# rangemap short tutorial IV

## Figures with rangemap

If you haven’t seen the rangemap short tutorial I, short tutorial II, and short tutorial III, take a look at them for more background on the rangemap R package.

In this example we will explore three functions of this package that allow the users to create species range maps using the outputs of the functions rangemap_boundaries, rangemap_buffer, rangemap_enm, rangemap_hull, and rangemap_tsa.
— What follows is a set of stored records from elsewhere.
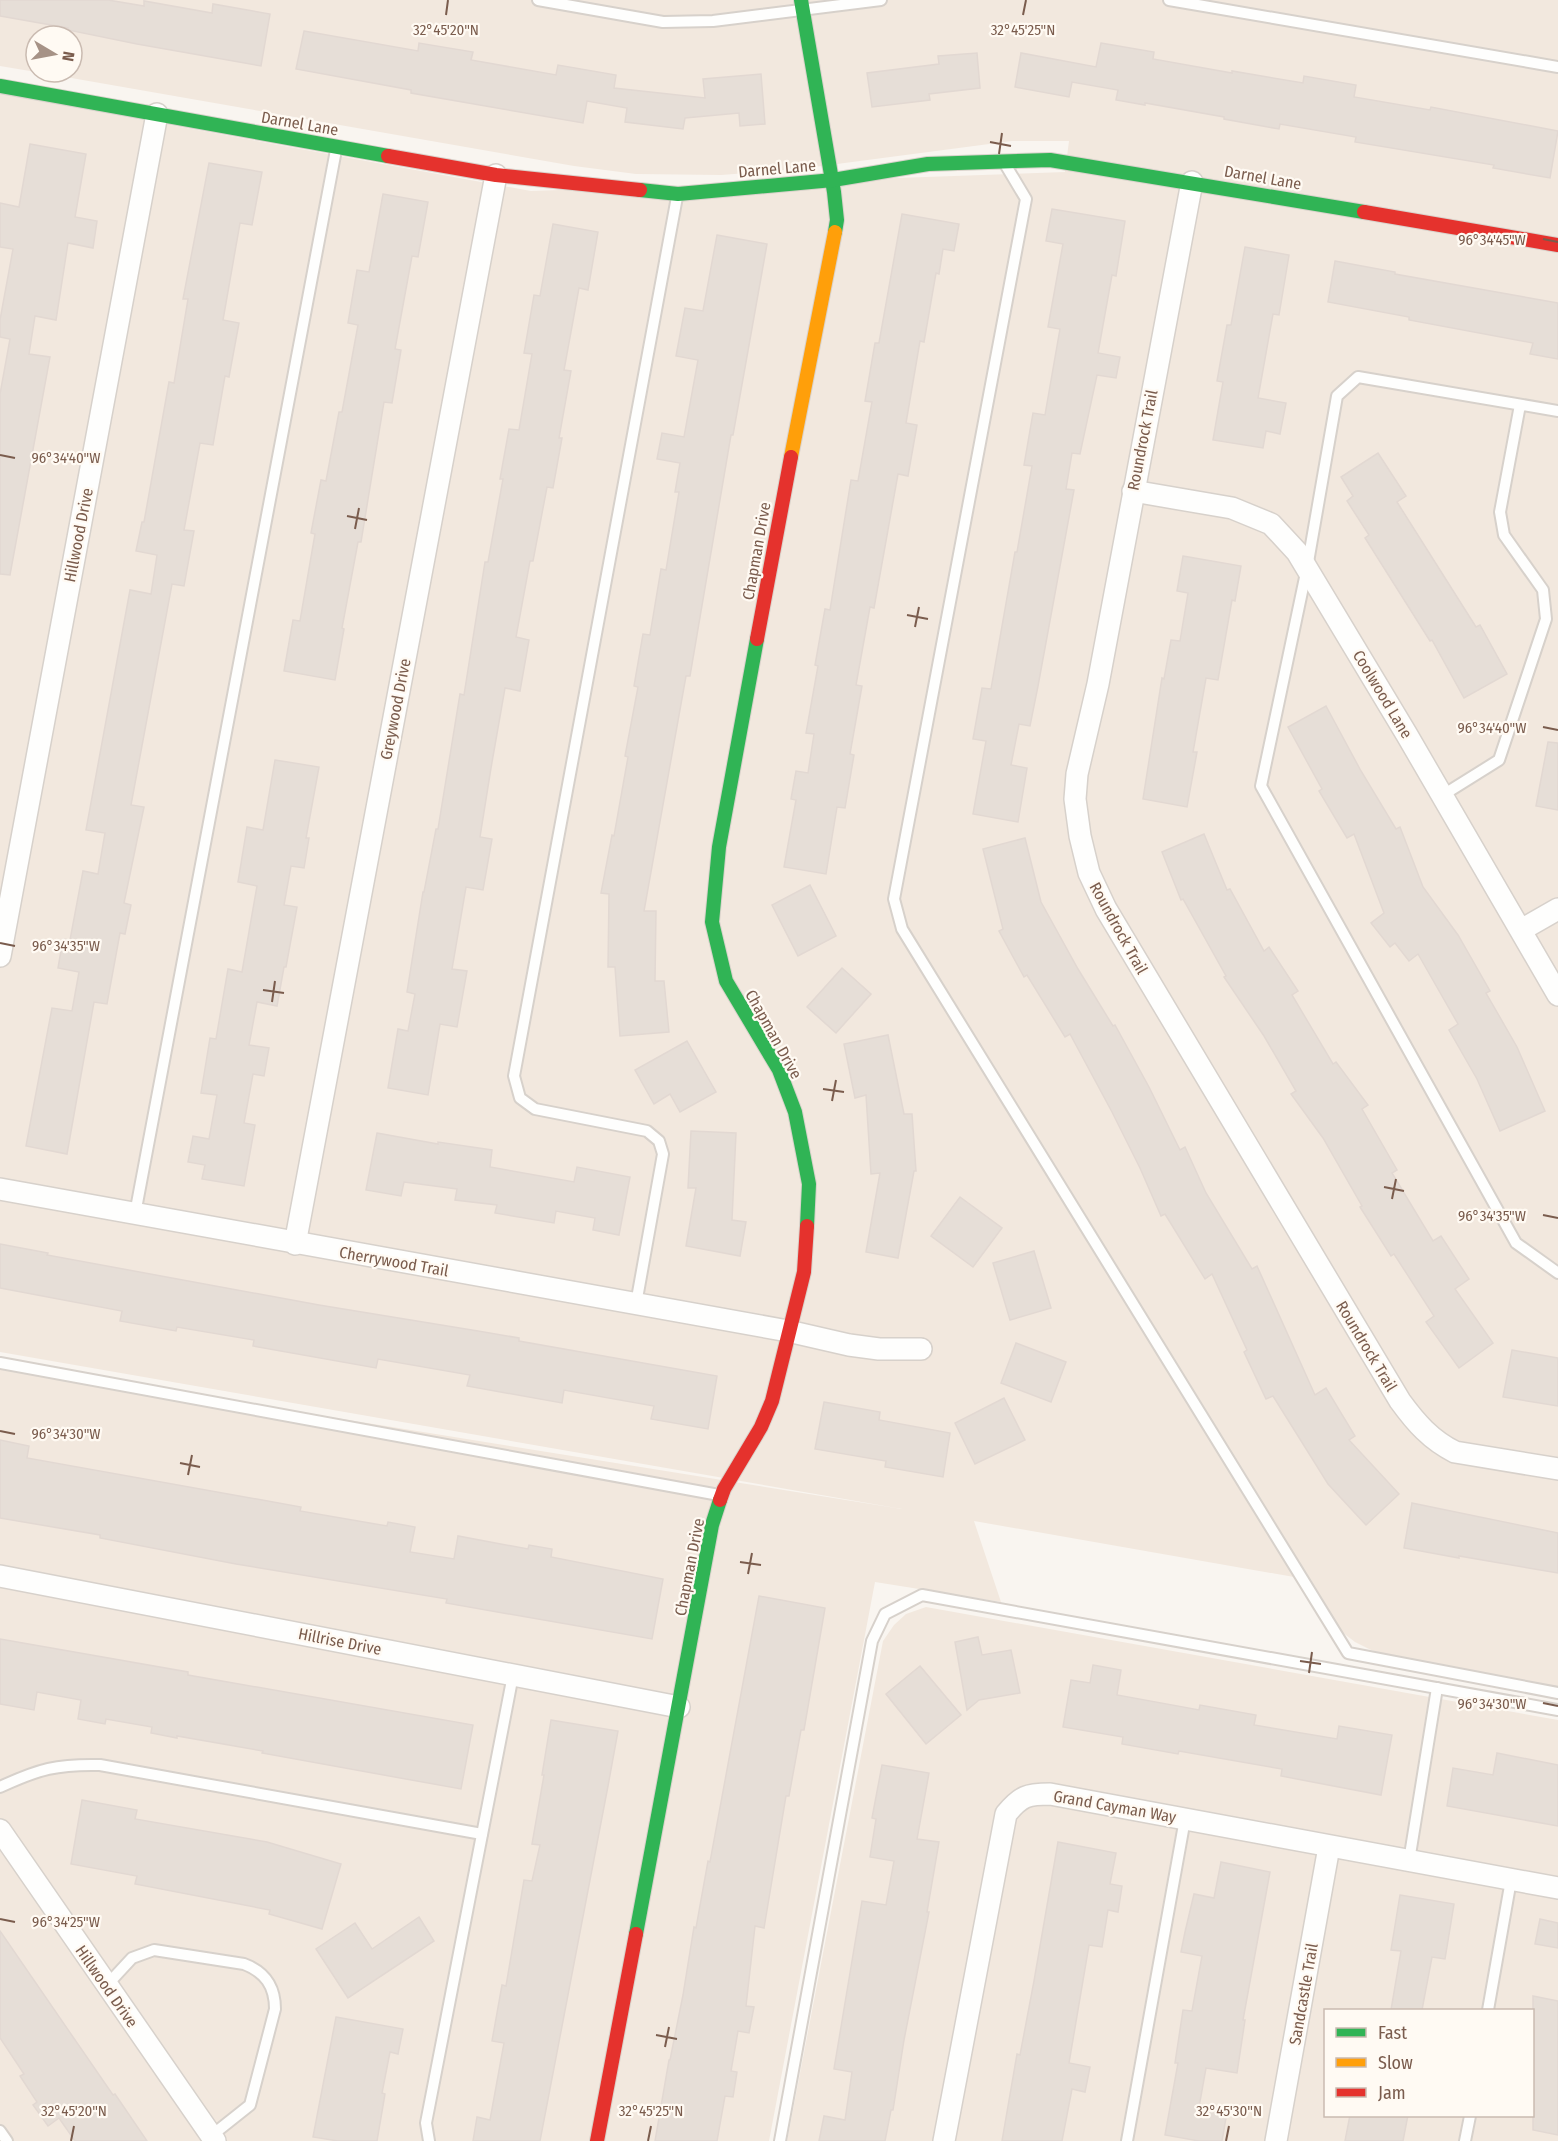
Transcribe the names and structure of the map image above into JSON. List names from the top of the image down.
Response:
{
  "streets": {
    "street": [
      "Darnel Lane",
      "Roundrock Trail",
      "Hillwood Drive",
      "Chapman Drive",
      "Coolwood Lane",
      "Greywood Drive",
      "Cherrywood Trail",
      "Hillrise Drive",
      "Grand Cayman Way",
      "Sandcastle Trail"
    ]
  },
  "crossings": [
    ["Darnel Lane", "Roundrock Trail"],
    ["Darnel Lane", "Hillwood Drive"],
    ["Darnel Lane", "Chapman Drive"],
    ["Darnel Lane", "Greywood Drive"],
    ["Roundrock Trail", "Coolwood Lane"],
    ["Chapman Drive", "Cherrywood Trail"],
    ["Chapman Drive", "Hillrise Drive"],
    ["Greywood Drive", "Cherrywood Trail"],
    ["Grand Cayman Way", "Sandcastle Trail"]
  ],
  "legend": ["Fast", "Slow", "Jam"],
  "north": "right",
  "coordinates": [
    "32°45'20\"N",
    "32°45'25\"N",
    "96°34'45\"W",
    "96°34'40\"W",
    "96°34'35\"W",
    "96°34'30\"W",
    "96°34'25\"W",
    "32°45'30\"N"
  ]
}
### Species distribution ranges using three distinct algorithms

Species range based on buffers

The function rangemap_buffer generates a distributional range for a given species by buffering provided occurrences using a defined distance. See the function’s help for more details.

# Getting the data
data("occ_d", package = "rangemap")

# Defining parameters
dist <- 100000 # buffer distance in meters

# Now we can create the species range based on buffers
buff_range <- rangemap_buffer(occurrences = occ_d, buffer_distance = dist)
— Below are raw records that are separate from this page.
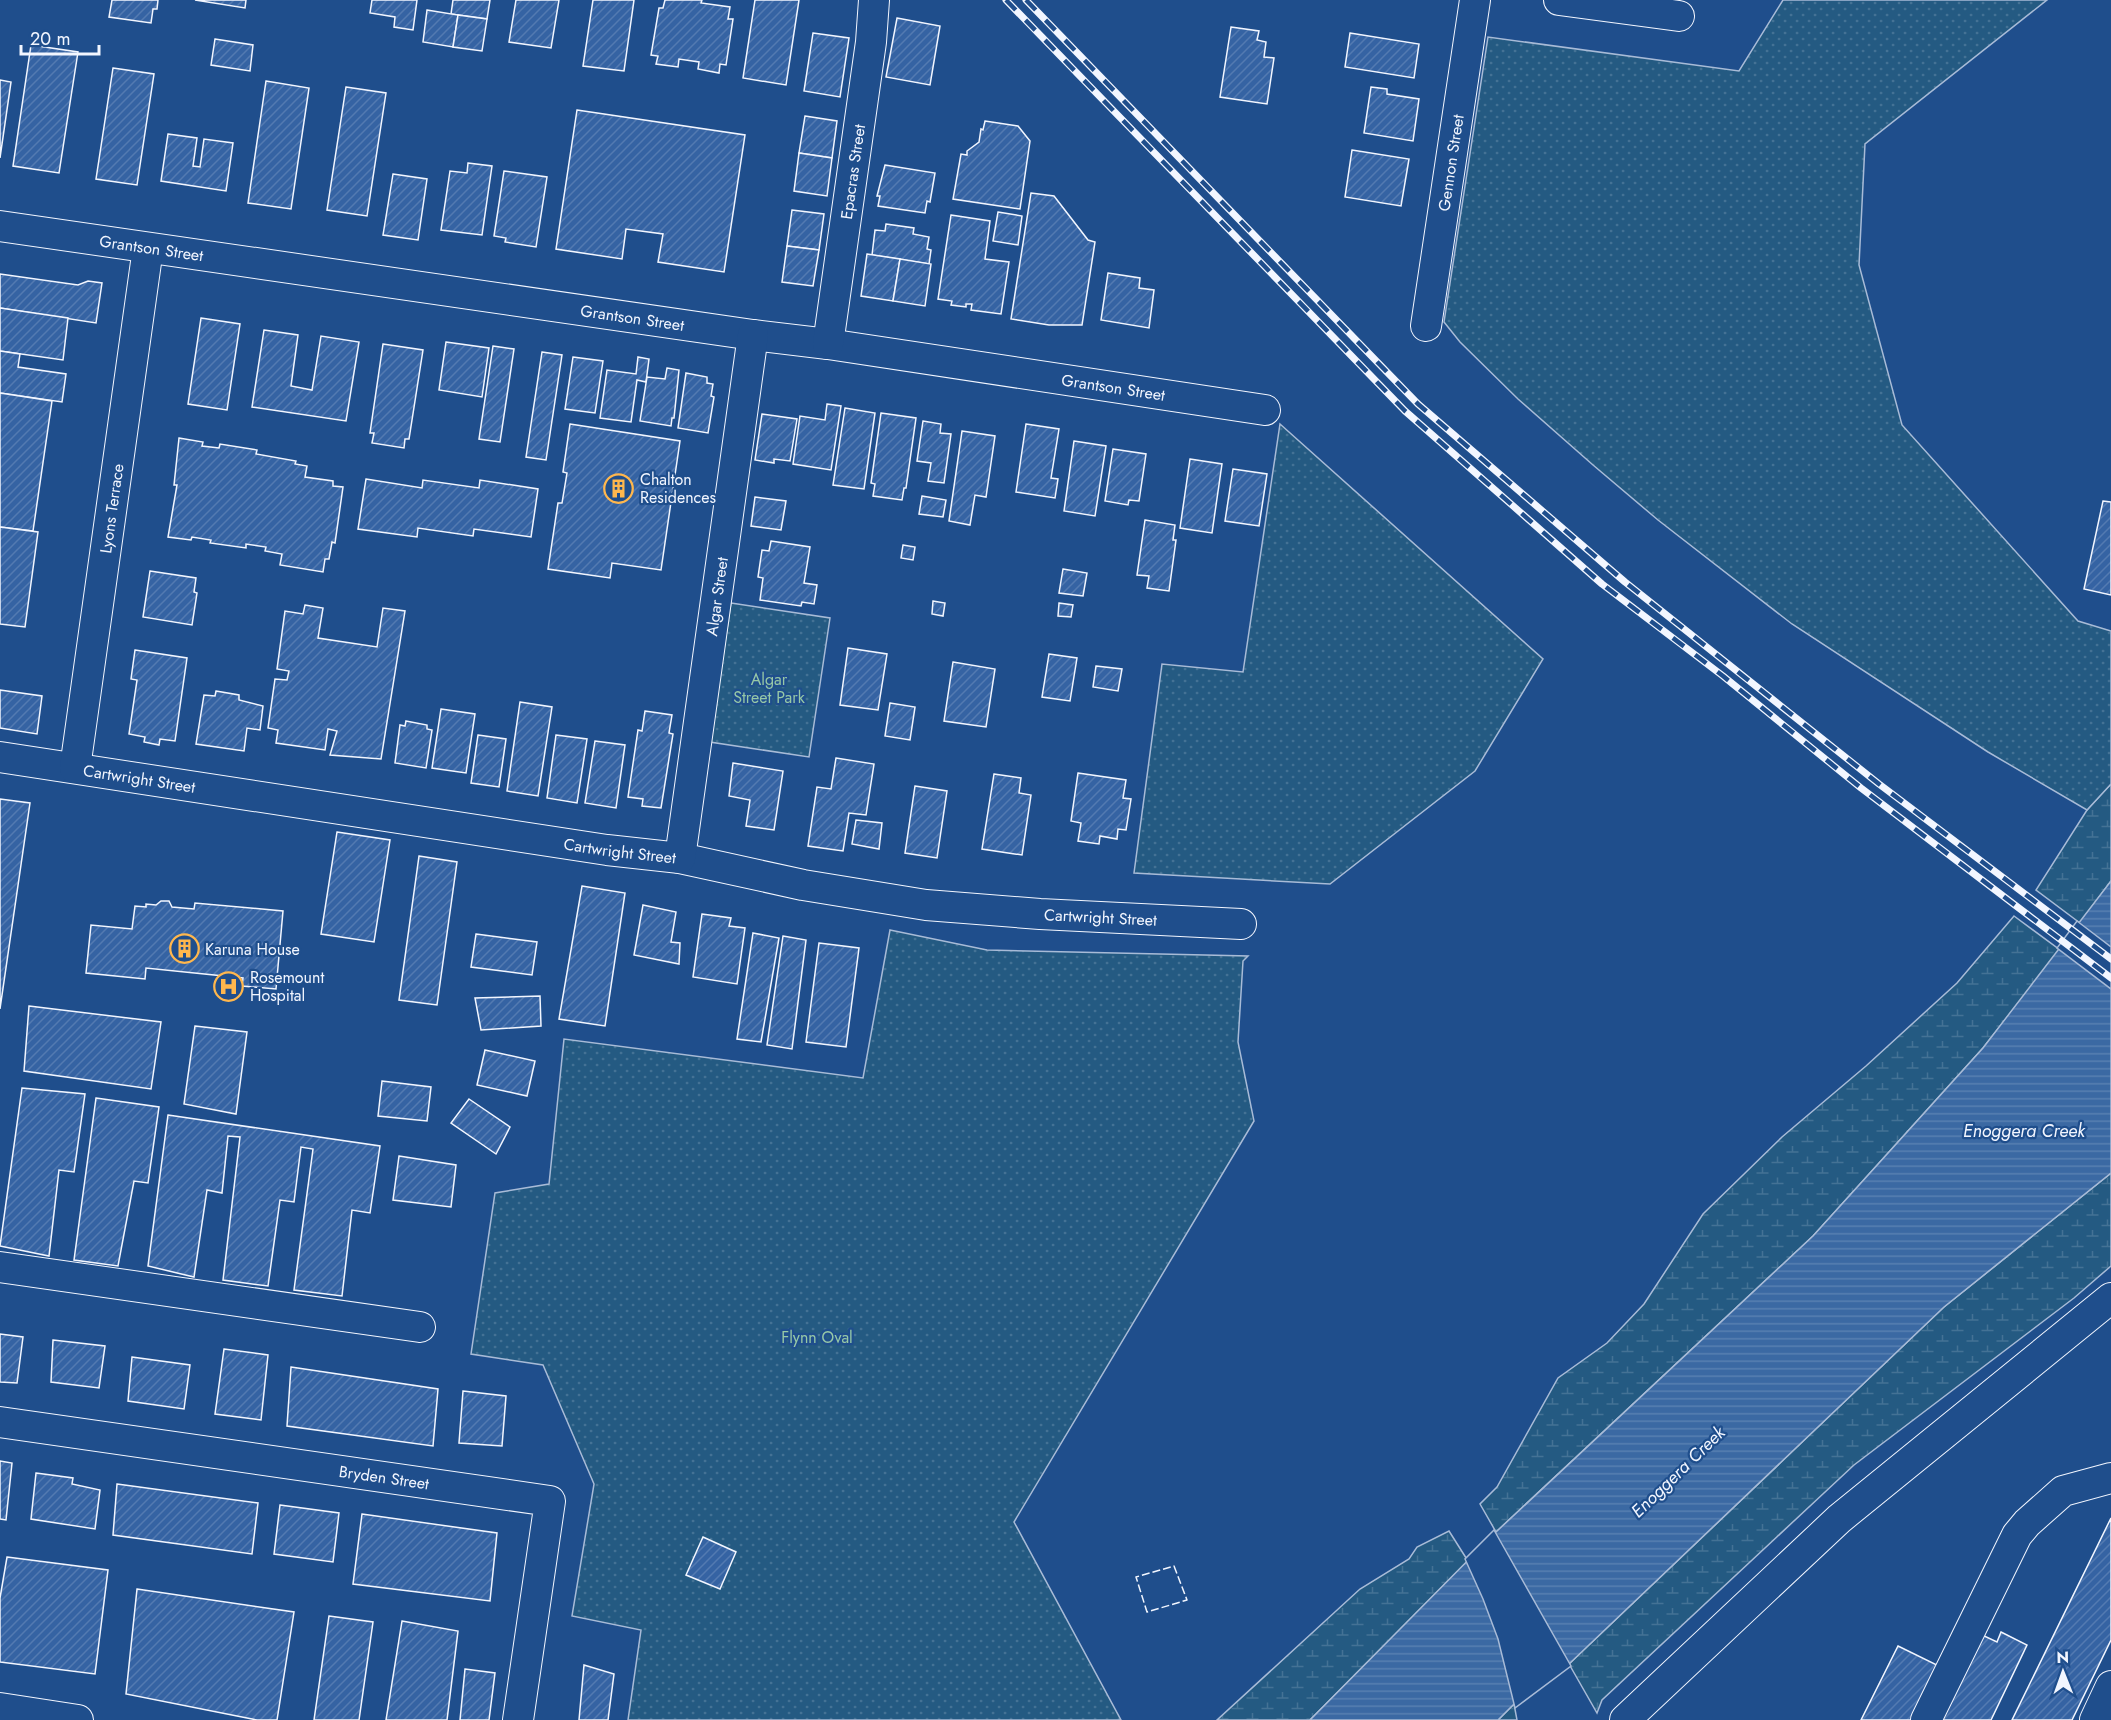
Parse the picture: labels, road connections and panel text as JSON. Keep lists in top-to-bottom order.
{
  "streets": {
    "street": [
      "Gennon Street",
      "Epacras Street",
      "Grantson Street",
      "Lyons Terrace",
      "Algar Street",
      "Cartwright Street",
      "Bryden Street"
    ]
  },
  "crossings": [
    ["Epacras Street", "Grantson Street"],
    ["Grantson Street", "Lyons Terrace"],
    ["Grantson Street", "Algar Street"],
    ["Lyons Terrace", "Cartwright Street"],
    ["Algar Street", "Cartwright Street"]
  ],
  "water": ["Enoggera Creek"],
  "parks": ["Algar Street Park", "Flynn Oval"],
  "places": {
    "building": ["Chalton Residences", "Karuna House"],
    "hospital": ["Rosemount Hospital"]
  },
  "scale_bar": "20 m",
  "north": "top"
}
Species range based on convex hulls

With the rangemap_hull function we can generate a distributional range for a given species by buffering provided occurrences using a defined distance. See the function’s help for more details.

# Defining parameters
dist <- 100000
hull <- "convex"

# Now we can create the species range based on administrative areas
hull_range <- rangemap_hull(occurrences = occ_d, hull_type = hull,
buffer_distance = dist)

Species range based on concave hulls

The function rangemap_hull generates a distributional range for a given species based on provided occurrences and two distinct type of hulls, convex and concave. See the function’s help for more details.

# Defining parameters
dist <- 200000
hull <- "concave"

# Now we can create the species range based on administrative areas
hull_range1 <- rangemap_hull(occurrences = occ_d, hull_type = hull,
buffer_distance = dist)

Now the figure of our results

The other one with the potential extent of occurrence, the species occurrences and other map details. But let’s first define the characteristics we want in the figure.

par(mar = rep(0, 4)) # optional, reduces the margins of the figure
northarrow = TRUE, range_color = NA)
rangemap_plot(buff_range)
rangemap_plot(hull_range)
rangemap_plot(hull_range1, legend = TRUE, legend_position = "bottomleft")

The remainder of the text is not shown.